Writers Philip Elliott and Haley Edwards immediately identified guns as a root cause. It was not possession of weapons, however. Otherwise, the possession of nuclear weapons in large numbers would have already done us all in, and the possession of so many guns by so many people would have likewise exhibited immediate effect. As a corporeal being, you may possess a material thing, but a thing cannot by its material nature possess you. A gun does not have a mind or a will. So what was it that possessed accused gunman Stephen Paddock to do what he did?

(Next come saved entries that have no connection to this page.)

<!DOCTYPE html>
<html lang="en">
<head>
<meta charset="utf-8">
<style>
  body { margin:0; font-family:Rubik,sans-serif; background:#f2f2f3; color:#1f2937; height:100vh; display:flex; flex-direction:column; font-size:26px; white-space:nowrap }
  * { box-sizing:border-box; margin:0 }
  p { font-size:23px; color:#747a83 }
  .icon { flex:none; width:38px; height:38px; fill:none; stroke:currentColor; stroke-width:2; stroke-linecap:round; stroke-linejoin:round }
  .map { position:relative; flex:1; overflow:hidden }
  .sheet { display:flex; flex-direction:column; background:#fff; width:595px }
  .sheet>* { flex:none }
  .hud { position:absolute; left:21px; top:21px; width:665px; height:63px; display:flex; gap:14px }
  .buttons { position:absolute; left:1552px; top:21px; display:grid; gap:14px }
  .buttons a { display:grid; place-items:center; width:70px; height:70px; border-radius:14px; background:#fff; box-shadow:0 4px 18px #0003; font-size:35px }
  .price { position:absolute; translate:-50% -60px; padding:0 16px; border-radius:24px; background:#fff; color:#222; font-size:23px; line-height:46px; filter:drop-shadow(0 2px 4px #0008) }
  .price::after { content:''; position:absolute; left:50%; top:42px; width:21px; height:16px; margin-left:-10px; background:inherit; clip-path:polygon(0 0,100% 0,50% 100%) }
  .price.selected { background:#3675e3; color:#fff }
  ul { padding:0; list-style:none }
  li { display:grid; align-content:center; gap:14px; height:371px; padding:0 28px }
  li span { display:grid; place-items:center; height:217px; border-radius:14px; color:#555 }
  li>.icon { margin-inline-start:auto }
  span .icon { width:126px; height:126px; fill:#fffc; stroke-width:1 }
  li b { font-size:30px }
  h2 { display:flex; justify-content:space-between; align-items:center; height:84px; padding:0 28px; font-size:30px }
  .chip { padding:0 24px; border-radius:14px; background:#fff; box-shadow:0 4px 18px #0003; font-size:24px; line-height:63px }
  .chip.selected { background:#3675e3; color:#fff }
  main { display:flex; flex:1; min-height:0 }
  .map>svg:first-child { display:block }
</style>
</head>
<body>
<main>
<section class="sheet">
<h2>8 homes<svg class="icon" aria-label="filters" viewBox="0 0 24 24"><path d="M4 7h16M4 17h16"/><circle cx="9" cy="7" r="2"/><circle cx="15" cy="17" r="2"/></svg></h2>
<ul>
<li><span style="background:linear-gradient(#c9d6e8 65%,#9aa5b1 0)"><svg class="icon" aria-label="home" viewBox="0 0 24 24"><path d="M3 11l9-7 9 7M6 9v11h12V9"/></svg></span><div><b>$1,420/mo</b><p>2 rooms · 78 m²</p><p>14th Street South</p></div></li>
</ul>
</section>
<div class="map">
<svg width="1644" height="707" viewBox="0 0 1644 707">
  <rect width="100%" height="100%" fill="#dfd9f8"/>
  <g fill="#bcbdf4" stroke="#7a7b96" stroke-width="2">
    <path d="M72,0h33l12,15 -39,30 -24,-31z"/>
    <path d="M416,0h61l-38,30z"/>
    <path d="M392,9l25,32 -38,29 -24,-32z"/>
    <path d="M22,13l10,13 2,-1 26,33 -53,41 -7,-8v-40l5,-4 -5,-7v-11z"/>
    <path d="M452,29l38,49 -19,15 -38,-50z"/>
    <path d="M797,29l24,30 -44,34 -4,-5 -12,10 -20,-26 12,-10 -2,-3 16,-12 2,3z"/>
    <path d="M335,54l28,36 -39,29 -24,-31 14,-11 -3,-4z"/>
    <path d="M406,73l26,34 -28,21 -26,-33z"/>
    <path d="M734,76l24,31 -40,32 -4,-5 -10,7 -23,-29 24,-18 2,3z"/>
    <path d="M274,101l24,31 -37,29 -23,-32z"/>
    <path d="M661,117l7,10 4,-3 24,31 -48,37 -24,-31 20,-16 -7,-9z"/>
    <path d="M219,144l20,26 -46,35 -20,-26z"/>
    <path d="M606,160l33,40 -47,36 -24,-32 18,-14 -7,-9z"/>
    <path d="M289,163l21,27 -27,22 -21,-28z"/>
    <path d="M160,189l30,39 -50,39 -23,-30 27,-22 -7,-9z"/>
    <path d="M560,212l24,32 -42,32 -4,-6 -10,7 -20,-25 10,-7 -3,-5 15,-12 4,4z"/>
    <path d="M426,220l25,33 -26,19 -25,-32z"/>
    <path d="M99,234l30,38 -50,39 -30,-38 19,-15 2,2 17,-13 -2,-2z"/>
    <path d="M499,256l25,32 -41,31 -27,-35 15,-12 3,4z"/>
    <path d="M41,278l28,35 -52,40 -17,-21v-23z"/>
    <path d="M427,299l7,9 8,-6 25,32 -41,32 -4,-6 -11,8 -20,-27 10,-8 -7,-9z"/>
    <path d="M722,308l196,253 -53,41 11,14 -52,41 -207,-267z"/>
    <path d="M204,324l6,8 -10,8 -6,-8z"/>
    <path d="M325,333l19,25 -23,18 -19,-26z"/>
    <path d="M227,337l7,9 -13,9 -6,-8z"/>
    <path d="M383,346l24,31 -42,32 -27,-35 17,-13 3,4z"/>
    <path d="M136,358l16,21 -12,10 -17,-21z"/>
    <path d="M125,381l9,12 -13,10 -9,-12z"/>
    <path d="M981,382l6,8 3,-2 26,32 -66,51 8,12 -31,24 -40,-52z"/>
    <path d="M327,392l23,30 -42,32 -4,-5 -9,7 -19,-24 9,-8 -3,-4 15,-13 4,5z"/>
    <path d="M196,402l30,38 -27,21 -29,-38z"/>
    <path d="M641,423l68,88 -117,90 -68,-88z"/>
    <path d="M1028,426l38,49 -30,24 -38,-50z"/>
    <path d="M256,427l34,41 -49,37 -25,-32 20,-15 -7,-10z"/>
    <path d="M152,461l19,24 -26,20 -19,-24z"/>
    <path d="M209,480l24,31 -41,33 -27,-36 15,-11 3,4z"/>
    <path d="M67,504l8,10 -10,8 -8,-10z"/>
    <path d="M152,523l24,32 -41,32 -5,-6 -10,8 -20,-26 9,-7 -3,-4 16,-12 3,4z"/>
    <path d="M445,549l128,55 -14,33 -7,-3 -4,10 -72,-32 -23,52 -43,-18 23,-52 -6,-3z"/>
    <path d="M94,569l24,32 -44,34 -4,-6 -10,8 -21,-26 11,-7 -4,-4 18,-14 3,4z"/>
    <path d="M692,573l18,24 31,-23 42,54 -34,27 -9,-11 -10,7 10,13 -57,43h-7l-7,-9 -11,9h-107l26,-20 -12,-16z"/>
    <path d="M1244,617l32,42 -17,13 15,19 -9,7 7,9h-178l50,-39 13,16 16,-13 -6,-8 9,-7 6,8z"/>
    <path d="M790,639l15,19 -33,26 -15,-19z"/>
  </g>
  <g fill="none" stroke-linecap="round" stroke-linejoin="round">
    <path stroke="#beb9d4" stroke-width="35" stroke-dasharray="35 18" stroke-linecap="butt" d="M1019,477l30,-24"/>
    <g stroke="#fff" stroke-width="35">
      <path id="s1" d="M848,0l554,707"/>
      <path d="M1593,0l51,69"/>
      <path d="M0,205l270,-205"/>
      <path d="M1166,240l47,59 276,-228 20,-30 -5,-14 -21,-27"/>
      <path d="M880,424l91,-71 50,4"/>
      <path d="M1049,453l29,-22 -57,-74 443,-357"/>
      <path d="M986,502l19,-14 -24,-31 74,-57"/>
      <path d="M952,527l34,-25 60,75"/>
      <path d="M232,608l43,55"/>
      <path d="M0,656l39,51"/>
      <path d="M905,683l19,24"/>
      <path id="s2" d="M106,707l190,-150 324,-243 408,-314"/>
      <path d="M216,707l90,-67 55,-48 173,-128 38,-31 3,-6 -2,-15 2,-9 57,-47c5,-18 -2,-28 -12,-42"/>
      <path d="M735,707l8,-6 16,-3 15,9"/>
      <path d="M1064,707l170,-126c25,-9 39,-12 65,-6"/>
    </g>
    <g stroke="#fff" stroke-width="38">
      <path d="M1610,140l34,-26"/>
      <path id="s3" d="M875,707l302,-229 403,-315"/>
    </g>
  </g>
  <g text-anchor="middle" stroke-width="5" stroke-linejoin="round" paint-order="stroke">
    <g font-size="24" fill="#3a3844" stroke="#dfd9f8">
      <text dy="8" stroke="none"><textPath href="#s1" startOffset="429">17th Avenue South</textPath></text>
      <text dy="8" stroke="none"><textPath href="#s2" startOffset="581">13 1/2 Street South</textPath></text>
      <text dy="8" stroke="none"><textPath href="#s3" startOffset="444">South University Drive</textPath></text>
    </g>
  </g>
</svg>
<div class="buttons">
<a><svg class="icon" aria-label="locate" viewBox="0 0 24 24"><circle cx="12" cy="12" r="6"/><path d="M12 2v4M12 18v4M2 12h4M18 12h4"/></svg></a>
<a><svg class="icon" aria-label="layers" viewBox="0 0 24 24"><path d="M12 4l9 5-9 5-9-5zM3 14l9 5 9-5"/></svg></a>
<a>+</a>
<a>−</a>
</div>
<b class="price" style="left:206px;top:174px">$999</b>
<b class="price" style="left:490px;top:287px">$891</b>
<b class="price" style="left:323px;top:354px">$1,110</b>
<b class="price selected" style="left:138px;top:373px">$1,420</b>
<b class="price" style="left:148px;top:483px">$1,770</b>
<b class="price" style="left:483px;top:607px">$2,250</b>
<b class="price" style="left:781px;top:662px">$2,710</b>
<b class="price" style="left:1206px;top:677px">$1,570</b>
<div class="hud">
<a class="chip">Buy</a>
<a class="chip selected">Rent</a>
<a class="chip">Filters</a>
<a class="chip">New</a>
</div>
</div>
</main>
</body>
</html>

Jill Filipovic wrote a piece identifying racist “white entitlement” as a root cause. It was not a racist sense of conservative white entitlement, however. Otherwise, the number of white men who are conservative, racist, and gun owners would (again) exhibit immediate effect. You would, in fact, have vastly more mass murder. I am a bit chagrined to have to point out to Filipovic, who is an attorney, that a white man shot other white people, and at a country music event no less. Why did race enter the story? Was Filipovic stereotyping whites?

Then there was a political piece on the desire by some Americans to own suppressors for their guns. It had nothing to do with the shooting, however. Otherwise, the killer would have used them, and been much more discreet about his location, rather than blasting away from the 32nd floor of the Mandalay Bay Resort. He planned his death just as he planned his killings; with intent. He made no effort to escape, or surrender. He no longer cared, because death comes to us all. It was life that bothered this man. So he drank the Cup of Death all the way down. Bloodthirsty death.

Now, as to motive, Paddock did not shoot the concertgoers because he was white, a gun nut, or racist. Roman Emperor Marcus Aurelius would ask, “What was in his nature?” He had the money, house, girlfriend, and all the material gratifications promoted by America in general and Las Vegas in particular. He was a product of our society, which, if I were to judge by its values (that is, how we spend our money and time and on what we spend it), has no higher purpose than self-gratification. He was no longer gratified. Life became meaningless, as it always will if you devote it to nothing greater than Self. Viktor Frankl, Fyodor Dostoevsky, and Jesus Christ all said as much. For what does it profit a man…? And if life is without meaning, then death is too. There is your motive: self-gratification.

The reason Time’s writers missed their mark was because, like Paddock, they have been conditioned by a society that taught them that material things equal fulfillment. Thus, it was impossible for them to see how a man with everything they were taught to want could be so empty once he had it all. The staff at Time obviously has a strong sense of purpose. Even so, it does us no good if they miss such a profound point about life – and death. Worse still is when good reporting is replaced with personal politics.

Katy Steinmetz was closer when she noted the definition of evil is the antithesis of good. But in reality, evil is not any thing at all, but a lack thereof; a lack of love, of joy, of any compassion, or hope. I recommend two good films to anyone seeking to understand what happened in Las Vegas, and why more mass murder will continue in the years to come. The first is “The Devil’s Advocate,” and the second is “Karol: A Man Who Became Pope.” Both films perfectly point to the real underlying cause of our disease, as well as our cure.